20120728 AFP Zimbabwe's President Robert Mugabe praised the country's first community mining project Thursday, under new laws that give mining rights to communities around the notorious Marange diamond fields.
Zimbabwe's so-called indigenisation, or equity, laws require foreign companies to cede 51 percent of their shares to local blacks, in an attempt to reverse the inequalities caused by the country's colonial past.
"The Marange community trust is unique in that it will own mining rights rather than hold equity in the four companies (operating in Marange)," Mugabe said at the unveiling of the scheme.
The Marange fields have been at the center of a years-long controversy over alleged army abuses, and the Kimberley Process global watchdog suspended exports there.

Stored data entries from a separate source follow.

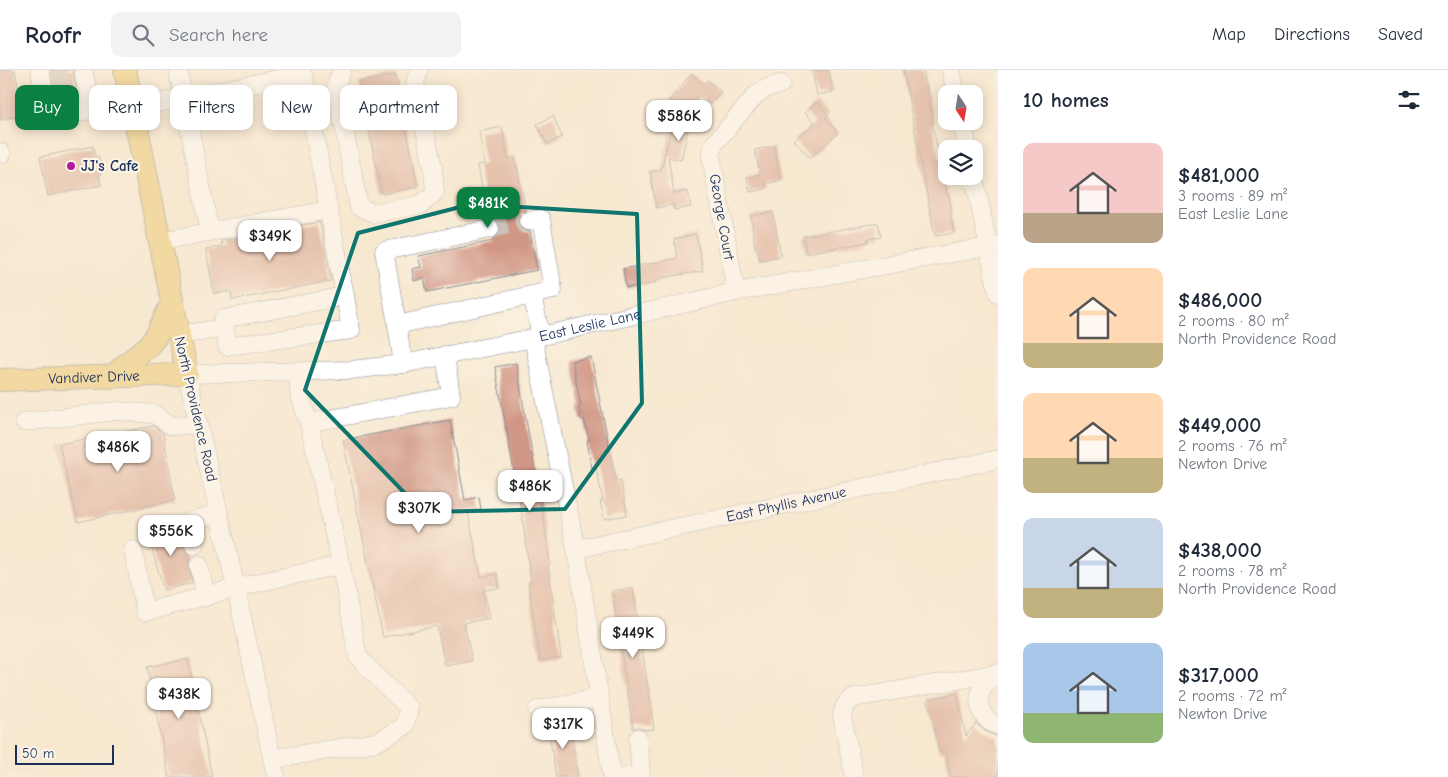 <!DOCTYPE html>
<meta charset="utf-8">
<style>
:root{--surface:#fff;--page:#f2f2f3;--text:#1f2937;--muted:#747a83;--line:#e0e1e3;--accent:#0b8043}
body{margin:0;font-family:"Comic Neue",sans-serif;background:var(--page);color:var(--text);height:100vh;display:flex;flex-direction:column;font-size:19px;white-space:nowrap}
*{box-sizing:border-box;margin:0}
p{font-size:16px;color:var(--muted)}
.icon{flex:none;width:28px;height:28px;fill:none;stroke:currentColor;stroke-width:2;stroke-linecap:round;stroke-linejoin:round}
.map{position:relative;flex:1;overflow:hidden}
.side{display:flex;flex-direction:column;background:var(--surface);width:450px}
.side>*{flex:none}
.top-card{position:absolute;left:15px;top:15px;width:475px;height:45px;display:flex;gap:10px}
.needle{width:32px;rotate:168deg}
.fabs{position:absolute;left:938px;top:15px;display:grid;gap:10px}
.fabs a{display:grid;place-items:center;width:45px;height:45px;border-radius:10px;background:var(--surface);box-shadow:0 2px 12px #0003;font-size:25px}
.scale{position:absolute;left:15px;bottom:12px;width:99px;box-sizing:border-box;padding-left:5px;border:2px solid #1b2f5e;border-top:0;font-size:14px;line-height:18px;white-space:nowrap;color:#1b2f5e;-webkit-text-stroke:4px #fcf5e5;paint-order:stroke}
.price{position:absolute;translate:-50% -42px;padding:0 11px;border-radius:10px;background:#fff;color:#222;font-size:16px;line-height:32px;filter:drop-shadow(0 1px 2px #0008)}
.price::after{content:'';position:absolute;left:50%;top:30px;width:15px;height:11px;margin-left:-8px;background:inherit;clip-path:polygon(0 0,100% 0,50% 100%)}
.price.active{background:var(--accent);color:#fff}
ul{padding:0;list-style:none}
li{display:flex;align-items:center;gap:15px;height:125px;padding:0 25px}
li span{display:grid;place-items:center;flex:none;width:140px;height:100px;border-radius:10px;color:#555}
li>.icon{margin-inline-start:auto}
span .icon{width:60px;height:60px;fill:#fffc;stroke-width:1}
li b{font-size:21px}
h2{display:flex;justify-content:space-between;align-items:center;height:60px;padding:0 25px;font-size:21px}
.chip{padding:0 18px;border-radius:10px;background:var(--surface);box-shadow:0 2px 12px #0003;font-size:18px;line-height:45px}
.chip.active{background:var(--accent);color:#fff}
header{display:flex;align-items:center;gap:30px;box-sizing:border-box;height:70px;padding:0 25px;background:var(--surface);border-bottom:1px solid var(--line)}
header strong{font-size:24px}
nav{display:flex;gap:28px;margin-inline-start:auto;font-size:18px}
.search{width:350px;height:45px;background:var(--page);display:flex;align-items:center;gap:12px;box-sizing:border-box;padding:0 18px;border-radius:10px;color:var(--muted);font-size:19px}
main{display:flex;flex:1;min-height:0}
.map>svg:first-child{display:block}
</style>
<header>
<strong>Roofr</strong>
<div class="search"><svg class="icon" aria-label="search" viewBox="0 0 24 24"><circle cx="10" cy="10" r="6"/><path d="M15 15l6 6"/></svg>Search here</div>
<nav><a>Map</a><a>Directions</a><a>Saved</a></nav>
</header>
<main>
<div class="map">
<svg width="998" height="707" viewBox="0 0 998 707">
<rect width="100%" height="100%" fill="#fcf5e5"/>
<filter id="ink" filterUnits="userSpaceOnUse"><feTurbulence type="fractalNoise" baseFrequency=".02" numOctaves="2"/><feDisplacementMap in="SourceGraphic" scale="10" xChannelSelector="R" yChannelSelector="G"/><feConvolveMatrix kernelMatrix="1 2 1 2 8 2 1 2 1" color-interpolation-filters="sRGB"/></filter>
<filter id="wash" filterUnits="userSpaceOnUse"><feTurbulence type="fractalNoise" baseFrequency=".0096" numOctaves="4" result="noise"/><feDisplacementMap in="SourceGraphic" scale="20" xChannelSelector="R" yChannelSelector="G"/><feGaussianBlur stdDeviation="1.12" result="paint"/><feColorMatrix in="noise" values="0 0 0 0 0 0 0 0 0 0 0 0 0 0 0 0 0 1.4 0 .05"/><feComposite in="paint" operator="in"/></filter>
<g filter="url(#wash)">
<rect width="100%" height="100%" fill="#f7e8d0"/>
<g id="blocks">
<!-- building -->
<g fill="#d19786">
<polygon points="0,0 15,0 23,45 0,50"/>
<polygon points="51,0 73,0 78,32 57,36"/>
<polygon points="812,0 829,0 833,22 817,25"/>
<polygon points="903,0 923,0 934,53 932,53 937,76 940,89 942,88 947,125 949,125 952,143 950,144 954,163 935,166"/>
<polygon points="691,4 704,14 707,10 721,21 710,34 699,25 676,53 689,56 681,90 668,87 674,124 688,121 691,137 674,140 673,135 656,138 650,102 661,100 676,38 668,32"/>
<polygon points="396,5 418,117 382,124 359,12"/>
<polygon points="817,32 828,45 825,48 838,63 810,88 794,70 815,53 805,42"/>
<polygon points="553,46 562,67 547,74 537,54"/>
<polygon points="502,57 508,89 515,87 526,141 518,147 518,153 524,161 530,161 537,200 427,222 424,208 414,211 412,199 421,197 418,186 493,171 493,169 500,163 500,157 498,152 494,149 488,149 478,95 485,94 479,62"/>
<polygon points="93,76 95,87 98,86 101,105 99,105 101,115 48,126 40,87"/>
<polygon points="774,76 781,110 765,114 766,119 750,122 747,107 760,104 755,80"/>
<polygon points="773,142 781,186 760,190 757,178 755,178 751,146"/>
<polygon points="320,152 331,211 232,230 231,221 214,224 206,180 222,176 221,171"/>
<polygon points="878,153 881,167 867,169 868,172 806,183 803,166"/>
<polygon points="696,164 703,201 661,208 661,210 655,211 655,213 626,218 623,199 677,188 674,169"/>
<polygon points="591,287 616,411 621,410 627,445 604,449 600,431 603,431 596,397 592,398 587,371 589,370 584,349 581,350 579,337 581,336 572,291"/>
<polygon points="516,293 544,451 550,495 548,495 561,587 540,590 528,512 531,512 522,445 495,297"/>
<polygon points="450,350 465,430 479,427 481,439 468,442 481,507 497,504 500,518 483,520 489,548 464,553 472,591 445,596 437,556 383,567 343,370"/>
<polygon points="153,356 163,363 175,430 78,452 59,374"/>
<polygon points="178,454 189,492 192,513 164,520 147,463"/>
<polygon points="633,518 654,659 645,660 638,657 633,659 612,521"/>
<polygon points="188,589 212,707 169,707 147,597"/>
<polygon points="957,623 966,666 976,653 985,661 998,667 998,707 950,707 945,681 939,682 928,629"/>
<polygon points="570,652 578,707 556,707 548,655"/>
</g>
</g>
</g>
<g filter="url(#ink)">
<use href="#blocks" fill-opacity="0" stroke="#898c97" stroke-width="1"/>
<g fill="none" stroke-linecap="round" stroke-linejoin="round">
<!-- minor-tunnel -->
<g stroke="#cbc3b9" stroke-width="18" stroke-dasharray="18 9" stroke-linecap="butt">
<polyline points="50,7 77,2"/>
<polyline points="53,26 81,21"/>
<polyline points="490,159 528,151"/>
</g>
<!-- minor casing -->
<g stroke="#898c97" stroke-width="19">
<g id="minor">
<polyline points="40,0 49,48 86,41 90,31 130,22"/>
<polyline points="83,0 90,31"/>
<polyline points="178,0 210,162"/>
<polyline points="342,0 336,15 359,137 373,143 421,135 435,122 433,98 415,13 419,0"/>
<polyline points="951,0 956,24"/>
<polyline points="133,38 303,4 345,226"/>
<polyline points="962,51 968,79"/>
<polyline points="0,82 2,84"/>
<polyline points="974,106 998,223"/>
<polyline points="528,151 541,149 553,220 532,225"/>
<polyline points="160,171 328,140"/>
<polyline points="736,222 711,86 714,74 756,25 767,18 781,14"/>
<polyline points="397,255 384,181 490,159"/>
<polyline points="179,265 225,258 227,276 351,260 345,226 223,249 225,258"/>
<polyline points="533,268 576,479 612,707"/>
<polyline points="403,294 397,255 532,225 541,266"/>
<polyline points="299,301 299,323 309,353"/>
<polyline points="24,352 117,341 154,344 172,356 199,354"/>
<polyline points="194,475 188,452 219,443"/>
<path id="s1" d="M576,479L998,389"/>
<polyline points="133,480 145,542 256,513 341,495"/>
<polyline points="199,495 206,527"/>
<path d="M998,606C973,614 973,648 998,656"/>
<polyline points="537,640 599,628"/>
<polyline points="273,689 377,672 405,656 409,638 380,610 358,587 341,495 309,353 451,326 445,285"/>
<path id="s2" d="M276,707L236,518L187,304L351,300L403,294L533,268L736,222L998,175"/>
<polyline points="626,707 641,705 638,668"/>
<path d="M854,707L842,645C844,636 846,632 854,628L998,603"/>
</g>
</g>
<!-- major casing -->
<g stroke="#898c97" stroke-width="24">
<g id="major">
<polyline points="111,307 147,277 155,268 172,233"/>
<path id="s3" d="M0,310L187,304L125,0"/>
</g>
</g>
<!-- minor -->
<use href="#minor" stroke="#fff" stroke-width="18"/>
<!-- major -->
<use href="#major" stroke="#eac669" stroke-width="22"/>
</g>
</g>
<!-- marked area -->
<path d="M0 0H998V707H0ZM472,134L637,144L642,333L565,439L423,442L305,320L358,163Z" fill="#f7e8d0" fill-opacity=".55" fill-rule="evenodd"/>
<path fill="none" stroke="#0f766e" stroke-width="4" stroke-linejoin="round" d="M472,134L637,144L642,333L565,439L423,442L305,320L358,163Z"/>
<!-- markers -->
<circle fill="#b5179e" stroke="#fcf5e5" stroke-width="2" cx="71" cy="96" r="5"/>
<g text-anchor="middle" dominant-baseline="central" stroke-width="4.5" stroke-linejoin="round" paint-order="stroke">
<!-- poi labels -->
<g font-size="15" font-weight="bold" fill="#1b2f5e" stroke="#fcf5e5" text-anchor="start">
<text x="81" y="96">JJ's Cafe</text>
</g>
<!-- street labels -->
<g font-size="15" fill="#1b2f5e" stroke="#fcf5e5">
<text transform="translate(722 147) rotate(80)">George Court</text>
<text stroke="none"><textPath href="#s2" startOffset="820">East Leslie Lane</textPath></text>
<text stroke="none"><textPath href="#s3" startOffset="94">Vandiver Drive</textPath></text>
<text transform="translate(196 339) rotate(77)">North Providence Road</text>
<text stroke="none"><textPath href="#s1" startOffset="215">East Phyllis Avenue</textPath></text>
</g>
</g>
</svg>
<div class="fabs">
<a><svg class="needle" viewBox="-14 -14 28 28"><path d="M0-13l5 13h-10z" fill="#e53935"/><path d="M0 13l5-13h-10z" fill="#747a83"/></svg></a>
<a><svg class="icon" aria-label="layers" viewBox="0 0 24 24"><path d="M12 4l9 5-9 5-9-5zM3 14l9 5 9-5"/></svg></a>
</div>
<div class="scale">50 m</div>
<b class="price" style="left:679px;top:72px">$586K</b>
<b class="price active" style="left:488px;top:159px">$481K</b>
<b class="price" style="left:270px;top:192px">$349K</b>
<b class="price" style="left:118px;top:403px">$486K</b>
<b class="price" style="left:530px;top:442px">$486K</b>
<b class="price" style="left:419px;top:464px">$307K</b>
<b class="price" style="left:171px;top:487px">$556K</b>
<b class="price" style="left:633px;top:589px">$449K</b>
<b class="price" style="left:179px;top:650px">$438K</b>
<b class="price" style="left:563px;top:680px">$317K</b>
<div class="top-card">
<a class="chip active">Buy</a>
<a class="chip">Rent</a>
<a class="chip">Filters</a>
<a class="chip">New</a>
<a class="chip">Apartment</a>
</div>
</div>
<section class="side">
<h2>10 homes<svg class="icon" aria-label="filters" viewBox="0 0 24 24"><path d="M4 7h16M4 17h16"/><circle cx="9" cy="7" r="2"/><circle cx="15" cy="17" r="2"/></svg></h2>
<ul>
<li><span style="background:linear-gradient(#f6c9c9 70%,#b9a48a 0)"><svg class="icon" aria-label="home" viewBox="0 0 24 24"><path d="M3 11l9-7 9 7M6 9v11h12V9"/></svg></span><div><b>$481,000</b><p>3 rooms · 89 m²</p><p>East Leslie Lane</p></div></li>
<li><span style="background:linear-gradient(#ffd9b3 75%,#c2b280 0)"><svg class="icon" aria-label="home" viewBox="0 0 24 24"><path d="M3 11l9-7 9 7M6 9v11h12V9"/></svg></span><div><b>$486,000</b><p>2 rooms · 80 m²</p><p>North Providence Road</p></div></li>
<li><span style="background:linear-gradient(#ffd9b3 65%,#c2b280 0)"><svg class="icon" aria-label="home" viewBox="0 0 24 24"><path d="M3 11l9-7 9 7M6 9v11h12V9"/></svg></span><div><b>$449,000</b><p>2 rooms · 76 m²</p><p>Newton Drive</p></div></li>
<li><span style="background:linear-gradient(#c9d6e8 70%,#c2b280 0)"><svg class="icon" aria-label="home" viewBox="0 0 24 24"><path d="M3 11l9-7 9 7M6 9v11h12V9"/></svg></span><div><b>$438,000</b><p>2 rooms · 78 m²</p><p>North Providence Road</p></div></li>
<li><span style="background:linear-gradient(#a9c7e8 70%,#8fb573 0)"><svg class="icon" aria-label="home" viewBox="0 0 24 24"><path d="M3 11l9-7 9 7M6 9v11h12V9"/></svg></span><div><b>$317,000</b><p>2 rooms · 72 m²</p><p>Newton Drive</p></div></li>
</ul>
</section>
</main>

The ban was lifted last year, allowing two companies to start exporting stones, a decision supported by China and India but opposed by Western nations, rights groups and the industry.
Mining companies donated $1.5 million (1.2 million euros) to the Marange trust to allow the communities to resume the mining of alluvial diamonds over the area covering 6,800 hectares.
"We need to translate our political sovereignty into economic independence," Mugabe said.
"Our indigenisation programme is one such deliberate intervention that seeks to empower previously disadvantaged Zimbabweans," he added.
Prime Minister Morgan Tsvangirai, who is Mugabe's partner in the power share government, has criticised the law, saying it will drive away foreign investment, just as the country is recovering from a decade-long economic collapse.